The first Promise of Adult Children of Alcoholics says, "We will discover our real identities by loving and accepting ourselves."
We will discover our real identities by loving and accepting ourselves...
A real identity? Growing up I had no identity. My identity was to be quiet when the folks were drunk, be a true hero by keeping the family secrets and whenever there was a chance that the truth would come out - lie.
So this childhood helped me survive but as a young adult, it created just havoc. I blamed everyone for my problems. And if there weren’t any problems - I'd create them. This life of drama was filled with intrigue. Everyone was talking behind my back, while acting like they were my friends. No, it wasn't like that, but my paranoia and my need for drama made it that way.
With all these people out to get me... I became the perfect victim. Everybody became a friend, if I could gain some pity from them. Then when they questioned me I became angry at them and found new friends. Then I would cry on these new friends’ shoulders and gain even more pity. Yup, the perfect victim.
I brought this identity into three marriages and the pity went from "everyone was out to get me" to "You'd drink too, if you had a wife like mine." The story of the victim changed but it never left.
The more I played these games the more I became a director in a movie. I had the lines for the actors and exactly how the movie would play out. But it never happened. Every movie became a disaster, which led to new dramas, and yes the victim grew.
That is until everyone grew tired of the "poor old Dave" stories, everyone got tired of the drama and me. Not just me... but the way I just kept talking about ME - ME - ME.
My life began to change when I admitted to being an alcoholic. I learned life doesn't revolve around ME - ME - ME. I learned that I was just a speck in the grand plan of the Universe and ME - ME - ME had to leave.
I was so grateful when I began to understand that other people had feelings and they deserved my respect and love. The sad part for me was that I began giving away this respect and love without any thoughts of whether it was deserved or not.
This is where ACOA helped me understand the power of the "benefit of the doubt." I realize that everyone has a bad day. And I might be in the wrong place at the wrong time, but that isn't who that person is.
My real identity now understands this "benefit of the doubt" eventually realizes that some people will never show me respect for my feelings or even show me common courtesy. Then it becomes my responsibility to see that this person will never change and whether I want to grow or remain a "professional victim."
To stop being this victim my identity began to accept the fact that I needed to become vulnerable. But not vulnerable to a point of trusting just anyone. Two people on an ACOA message board know some of what is going on in my life. And those two people have shown me that my judgment is good. That I can give out my trust and it will be respected.
But there is a third person on that same message board, who I have become completely 100% vulnerable with and again this trust has been respected. It has been respected to the point that she has become vulnerable with me as well.

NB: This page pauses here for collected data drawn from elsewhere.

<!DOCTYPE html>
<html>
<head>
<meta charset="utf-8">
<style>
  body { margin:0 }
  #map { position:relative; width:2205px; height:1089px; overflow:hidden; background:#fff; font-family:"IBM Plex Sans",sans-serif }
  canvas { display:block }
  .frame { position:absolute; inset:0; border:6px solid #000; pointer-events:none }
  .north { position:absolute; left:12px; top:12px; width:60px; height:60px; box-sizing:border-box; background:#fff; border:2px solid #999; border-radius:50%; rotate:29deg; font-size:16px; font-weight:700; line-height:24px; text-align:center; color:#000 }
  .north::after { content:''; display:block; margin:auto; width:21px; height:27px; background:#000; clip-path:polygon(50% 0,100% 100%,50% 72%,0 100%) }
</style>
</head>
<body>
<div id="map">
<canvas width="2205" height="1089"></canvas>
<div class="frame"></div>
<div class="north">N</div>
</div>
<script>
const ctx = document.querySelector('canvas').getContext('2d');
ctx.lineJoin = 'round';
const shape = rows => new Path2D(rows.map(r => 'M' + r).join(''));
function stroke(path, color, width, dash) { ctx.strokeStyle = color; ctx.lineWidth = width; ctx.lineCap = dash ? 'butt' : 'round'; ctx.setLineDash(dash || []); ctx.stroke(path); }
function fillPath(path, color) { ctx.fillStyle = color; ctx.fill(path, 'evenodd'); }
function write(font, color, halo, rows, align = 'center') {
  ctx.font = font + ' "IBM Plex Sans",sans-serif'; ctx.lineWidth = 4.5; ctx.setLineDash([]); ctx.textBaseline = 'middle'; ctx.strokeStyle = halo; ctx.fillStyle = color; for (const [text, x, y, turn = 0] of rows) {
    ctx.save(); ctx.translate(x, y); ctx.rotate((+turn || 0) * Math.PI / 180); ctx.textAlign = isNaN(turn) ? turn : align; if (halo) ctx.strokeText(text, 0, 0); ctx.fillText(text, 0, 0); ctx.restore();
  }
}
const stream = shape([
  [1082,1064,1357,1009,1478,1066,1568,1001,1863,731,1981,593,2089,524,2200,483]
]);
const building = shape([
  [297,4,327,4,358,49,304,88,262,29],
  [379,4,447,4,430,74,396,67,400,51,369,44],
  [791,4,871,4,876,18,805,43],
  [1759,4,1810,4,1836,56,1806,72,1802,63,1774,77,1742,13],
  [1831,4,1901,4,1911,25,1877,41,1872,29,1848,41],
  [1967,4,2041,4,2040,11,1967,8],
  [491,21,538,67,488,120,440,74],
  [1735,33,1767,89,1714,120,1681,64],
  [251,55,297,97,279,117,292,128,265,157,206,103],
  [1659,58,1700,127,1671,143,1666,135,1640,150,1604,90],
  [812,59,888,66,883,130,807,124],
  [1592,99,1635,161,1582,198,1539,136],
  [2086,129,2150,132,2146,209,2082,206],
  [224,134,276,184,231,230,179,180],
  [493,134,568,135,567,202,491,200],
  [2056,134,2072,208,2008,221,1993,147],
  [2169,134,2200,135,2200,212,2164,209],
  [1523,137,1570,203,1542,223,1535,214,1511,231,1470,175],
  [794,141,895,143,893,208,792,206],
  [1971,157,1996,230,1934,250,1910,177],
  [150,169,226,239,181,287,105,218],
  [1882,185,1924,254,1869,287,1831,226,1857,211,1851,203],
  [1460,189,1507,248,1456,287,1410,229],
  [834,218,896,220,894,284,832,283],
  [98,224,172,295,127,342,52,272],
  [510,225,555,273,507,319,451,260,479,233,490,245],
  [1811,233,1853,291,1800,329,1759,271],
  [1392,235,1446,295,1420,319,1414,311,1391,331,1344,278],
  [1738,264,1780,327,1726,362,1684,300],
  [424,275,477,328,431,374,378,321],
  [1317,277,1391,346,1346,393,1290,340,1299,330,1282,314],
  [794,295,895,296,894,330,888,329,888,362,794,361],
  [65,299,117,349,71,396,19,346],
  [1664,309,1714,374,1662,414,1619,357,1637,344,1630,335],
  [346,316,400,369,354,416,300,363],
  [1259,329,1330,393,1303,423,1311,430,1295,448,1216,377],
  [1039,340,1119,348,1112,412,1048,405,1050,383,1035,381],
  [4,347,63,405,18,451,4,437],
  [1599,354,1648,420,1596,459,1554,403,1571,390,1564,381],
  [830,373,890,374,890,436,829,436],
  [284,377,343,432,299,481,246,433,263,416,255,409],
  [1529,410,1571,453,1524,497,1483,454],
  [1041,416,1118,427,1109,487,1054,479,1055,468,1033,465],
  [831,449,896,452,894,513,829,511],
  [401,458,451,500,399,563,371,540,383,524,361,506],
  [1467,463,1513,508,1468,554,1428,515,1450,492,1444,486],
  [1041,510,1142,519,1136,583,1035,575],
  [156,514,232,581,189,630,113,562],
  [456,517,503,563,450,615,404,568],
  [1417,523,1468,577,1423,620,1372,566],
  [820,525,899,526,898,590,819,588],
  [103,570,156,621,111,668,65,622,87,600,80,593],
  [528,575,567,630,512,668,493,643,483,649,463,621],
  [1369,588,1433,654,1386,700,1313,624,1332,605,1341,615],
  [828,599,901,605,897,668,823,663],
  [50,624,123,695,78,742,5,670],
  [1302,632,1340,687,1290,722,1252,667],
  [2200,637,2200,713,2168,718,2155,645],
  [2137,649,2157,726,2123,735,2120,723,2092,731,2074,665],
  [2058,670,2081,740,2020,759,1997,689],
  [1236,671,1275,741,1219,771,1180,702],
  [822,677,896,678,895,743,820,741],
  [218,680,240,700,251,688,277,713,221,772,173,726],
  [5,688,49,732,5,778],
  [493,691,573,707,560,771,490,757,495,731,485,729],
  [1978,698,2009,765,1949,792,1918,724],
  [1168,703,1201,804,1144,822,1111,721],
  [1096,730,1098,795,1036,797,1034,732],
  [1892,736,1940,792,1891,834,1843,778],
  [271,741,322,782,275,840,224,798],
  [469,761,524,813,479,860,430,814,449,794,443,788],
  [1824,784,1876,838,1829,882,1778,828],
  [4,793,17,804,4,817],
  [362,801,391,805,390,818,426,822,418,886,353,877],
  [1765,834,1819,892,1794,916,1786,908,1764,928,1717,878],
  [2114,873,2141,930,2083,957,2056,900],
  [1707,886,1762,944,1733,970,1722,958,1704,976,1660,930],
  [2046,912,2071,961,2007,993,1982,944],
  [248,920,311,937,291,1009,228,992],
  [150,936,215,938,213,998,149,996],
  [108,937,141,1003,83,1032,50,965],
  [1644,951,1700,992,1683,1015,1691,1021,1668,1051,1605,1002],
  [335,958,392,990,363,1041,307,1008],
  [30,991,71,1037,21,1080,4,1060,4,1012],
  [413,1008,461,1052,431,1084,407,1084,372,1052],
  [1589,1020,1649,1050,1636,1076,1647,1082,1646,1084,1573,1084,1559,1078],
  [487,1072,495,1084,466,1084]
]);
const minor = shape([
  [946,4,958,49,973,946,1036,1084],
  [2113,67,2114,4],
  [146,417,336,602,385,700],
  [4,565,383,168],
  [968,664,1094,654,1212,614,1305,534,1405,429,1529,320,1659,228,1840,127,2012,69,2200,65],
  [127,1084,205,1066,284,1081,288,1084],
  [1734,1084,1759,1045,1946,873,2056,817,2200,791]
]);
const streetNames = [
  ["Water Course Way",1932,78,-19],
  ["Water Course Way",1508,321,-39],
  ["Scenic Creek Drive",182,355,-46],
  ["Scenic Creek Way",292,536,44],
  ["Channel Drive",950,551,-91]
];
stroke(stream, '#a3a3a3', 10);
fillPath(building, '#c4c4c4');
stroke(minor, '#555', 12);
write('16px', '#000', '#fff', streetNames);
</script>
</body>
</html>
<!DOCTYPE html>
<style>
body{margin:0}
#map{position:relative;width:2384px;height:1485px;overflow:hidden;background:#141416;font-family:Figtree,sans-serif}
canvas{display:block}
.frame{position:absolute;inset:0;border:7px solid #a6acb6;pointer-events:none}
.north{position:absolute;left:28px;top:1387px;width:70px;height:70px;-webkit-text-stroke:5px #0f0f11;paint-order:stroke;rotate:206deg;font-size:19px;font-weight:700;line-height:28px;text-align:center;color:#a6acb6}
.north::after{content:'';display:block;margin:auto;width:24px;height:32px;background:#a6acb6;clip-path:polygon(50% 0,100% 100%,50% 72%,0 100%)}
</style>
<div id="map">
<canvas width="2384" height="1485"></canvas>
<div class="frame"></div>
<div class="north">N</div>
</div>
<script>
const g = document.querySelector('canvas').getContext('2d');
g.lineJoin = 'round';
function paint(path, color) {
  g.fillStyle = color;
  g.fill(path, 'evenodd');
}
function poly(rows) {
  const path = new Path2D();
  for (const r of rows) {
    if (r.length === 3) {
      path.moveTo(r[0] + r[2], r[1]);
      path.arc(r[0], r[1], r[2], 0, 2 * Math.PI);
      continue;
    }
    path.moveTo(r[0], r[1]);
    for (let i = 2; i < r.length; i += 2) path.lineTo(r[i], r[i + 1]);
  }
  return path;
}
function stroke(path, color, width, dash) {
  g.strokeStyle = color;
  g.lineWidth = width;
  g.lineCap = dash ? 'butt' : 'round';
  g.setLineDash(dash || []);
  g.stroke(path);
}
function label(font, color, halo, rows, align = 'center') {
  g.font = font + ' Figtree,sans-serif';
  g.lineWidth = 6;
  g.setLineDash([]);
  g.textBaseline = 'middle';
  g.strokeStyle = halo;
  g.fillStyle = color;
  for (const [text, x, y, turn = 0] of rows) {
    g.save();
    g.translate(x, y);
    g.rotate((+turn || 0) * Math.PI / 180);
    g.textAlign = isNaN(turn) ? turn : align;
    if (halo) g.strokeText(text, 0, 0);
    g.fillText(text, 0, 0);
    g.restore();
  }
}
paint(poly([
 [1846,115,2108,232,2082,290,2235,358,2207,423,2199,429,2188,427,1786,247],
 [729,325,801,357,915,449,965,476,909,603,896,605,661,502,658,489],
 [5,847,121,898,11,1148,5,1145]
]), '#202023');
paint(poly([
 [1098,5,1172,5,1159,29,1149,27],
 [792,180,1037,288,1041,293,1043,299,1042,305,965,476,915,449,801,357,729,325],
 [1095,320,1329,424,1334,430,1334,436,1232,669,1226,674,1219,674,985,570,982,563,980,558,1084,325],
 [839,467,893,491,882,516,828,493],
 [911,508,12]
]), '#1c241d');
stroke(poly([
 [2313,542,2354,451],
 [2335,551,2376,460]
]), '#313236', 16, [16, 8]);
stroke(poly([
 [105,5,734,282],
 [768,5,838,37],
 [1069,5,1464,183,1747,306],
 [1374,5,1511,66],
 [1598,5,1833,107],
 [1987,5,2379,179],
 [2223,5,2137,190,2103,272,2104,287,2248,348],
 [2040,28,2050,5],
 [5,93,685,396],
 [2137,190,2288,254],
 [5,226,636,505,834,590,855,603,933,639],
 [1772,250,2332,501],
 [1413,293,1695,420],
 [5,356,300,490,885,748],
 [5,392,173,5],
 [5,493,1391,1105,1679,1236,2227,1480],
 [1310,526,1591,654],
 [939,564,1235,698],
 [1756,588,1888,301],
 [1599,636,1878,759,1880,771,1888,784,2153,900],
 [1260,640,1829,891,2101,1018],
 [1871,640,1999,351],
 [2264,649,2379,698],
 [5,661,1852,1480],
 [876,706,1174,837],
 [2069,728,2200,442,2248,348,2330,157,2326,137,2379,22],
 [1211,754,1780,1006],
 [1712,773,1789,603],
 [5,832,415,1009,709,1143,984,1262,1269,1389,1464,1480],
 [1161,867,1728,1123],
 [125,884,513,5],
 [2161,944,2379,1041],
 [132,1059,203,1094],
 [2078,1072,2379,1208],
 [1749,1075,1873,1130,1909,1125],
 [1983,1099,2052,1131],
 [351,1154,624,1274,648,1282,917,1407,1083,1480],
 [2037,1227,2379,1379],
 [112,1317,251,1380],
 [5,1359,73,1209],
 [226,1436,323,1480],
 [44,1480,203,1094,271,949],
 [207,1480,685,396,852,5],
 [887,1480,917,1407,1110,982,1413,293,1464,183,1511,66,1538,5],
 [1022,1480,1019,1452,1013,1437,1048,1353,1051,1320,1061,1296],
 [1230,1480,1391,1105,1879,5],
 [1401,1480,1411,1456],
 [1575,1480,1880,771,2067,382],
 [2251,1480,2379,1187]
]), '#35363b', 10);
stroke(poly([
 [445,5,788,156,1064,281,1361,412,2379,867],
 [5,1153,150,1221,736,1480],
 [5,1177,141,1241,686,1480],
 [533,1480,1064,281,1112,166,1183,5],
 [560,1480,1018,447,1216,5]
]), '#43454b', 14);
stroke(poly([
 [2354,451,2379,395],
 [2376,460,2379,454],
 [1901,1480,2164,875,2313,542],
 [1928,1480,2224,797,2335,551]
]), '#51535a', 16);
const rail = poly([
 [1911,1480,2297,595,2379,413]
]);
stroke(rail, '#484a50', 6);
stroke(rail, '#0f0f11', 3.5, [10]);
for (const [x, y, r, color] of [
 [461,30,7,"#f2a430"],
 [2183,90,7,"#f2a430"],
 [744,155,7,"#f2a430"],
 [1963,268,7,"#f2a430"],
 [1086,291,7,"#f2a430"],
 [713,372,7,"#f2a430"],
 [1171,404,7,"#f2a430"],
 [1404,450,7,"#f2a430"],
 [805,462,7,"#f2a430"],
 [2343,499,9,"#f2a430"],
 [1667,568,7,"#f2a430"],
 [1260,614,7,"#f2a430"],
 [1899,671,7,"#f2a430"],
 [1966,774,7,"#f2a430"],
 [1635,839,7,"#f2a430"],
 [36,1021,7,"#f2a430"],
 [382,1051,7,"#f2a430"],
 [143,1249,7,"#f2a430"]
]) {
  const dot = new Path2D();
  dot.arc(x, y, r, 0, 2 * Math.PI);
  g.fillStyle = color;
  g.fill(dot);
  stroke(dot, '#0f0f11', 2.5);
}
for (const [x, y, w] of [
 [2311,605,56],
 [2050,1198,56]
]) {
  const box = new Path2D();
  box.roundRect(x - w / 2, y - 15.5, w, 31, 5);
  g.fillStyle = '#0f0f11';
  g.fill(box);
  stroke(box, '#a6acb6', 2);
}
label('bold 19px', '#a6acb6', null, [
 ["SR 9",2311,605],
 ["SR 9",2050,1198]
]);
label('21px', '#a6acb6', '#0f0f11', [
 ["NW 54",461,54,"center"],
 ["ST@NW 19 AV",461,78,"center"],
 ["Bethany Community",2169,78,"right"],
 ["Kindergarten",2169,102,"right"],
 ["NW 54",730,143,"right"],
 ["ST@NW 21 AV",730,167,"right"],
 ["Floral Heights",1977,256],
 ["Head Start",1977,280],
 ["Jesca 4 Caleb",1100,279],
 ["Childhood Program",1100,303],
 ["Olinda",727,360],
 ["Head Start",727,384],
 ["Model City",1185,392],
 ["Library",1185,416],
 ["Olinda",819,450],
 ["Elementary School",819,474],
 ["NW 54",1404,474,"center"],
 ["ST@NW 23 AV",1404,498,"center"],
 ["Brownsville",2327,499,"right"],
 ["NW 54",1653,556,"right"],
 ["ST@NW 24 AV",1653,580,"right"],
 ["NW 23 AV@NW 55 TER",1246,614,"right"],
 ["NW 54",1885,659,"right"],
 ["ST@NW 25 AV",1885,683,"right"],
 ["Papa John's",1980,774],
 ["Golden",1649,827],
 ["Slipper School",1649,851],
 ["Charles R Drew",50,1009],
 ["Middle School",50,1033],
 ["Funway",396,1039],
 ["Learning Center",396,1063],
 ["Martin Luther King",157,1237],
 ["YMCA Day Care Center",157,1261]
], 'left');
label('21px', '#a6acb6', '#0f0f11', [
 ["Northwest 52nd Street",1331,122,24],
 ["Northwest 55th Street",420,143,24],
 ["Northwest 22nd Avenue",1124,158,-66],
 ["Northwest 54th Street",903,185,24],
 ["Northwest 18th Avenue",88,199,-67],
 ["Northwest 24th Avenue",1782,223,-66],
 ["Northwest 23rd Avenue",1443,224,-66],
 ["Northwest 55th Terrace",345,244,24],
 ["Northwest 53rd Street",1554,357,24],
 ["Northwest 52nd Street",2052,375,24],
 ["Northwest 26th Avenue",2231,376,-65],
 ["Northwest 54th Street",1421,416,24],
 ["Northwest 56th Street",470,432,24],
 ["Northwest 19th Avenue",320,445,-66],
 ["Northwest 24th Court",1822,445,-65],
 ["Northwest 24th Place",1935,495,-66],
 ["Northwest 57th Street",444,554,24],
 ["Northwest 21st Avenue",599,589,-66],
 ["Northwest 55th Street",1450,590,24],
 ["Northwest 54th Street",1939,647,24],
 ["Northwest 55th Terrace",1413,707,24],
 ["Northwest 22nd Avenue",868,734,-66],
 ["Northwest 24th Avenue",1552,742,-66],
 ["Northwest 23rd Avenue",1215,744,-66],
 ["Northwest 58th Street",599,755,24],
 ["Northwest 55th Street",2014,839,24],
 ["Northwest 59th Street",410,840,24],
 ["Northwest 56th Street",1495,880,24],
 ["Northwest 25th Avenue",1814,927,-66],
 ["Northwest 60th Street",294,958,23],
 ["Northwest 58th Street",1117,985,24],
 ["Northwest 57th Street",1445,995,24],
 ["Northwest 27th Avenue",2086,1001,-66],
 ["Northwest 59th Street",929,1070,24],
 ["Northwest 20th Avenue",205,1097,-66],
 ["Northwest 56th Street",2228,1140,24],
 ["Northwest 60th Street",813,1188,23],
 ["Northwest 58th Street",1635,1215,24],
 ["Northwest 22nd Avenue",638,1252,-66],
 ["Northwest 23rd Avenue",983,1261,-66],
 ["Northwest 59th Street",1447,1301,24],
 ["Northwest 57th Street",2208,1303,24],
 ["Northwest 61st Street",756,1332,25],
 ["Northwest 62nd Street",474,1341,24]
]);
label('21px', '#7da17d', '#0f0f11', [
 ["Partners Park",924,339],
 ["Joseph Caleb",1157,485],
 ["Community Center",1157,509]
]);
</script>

It is quite an awesome experience. One that I have never experience in my life and that includes my past and present wives. She has become a person that I know I can say anything to without being shamed or judged. It is quite an awesome feeling. She has indeed become my best friend and I love her with my whole heart.
But there is more to this story, which at this time I can't share with you. So, please don’t judge me or her because you don’t know the whole story. I will say that this news is about finding my real identity and after all these years accepting it. And for that I will love this lady forever.
Though, I don't want to share it all with you... I'll leave it up to her if she wants to be identified as the lady who has helped me find myself.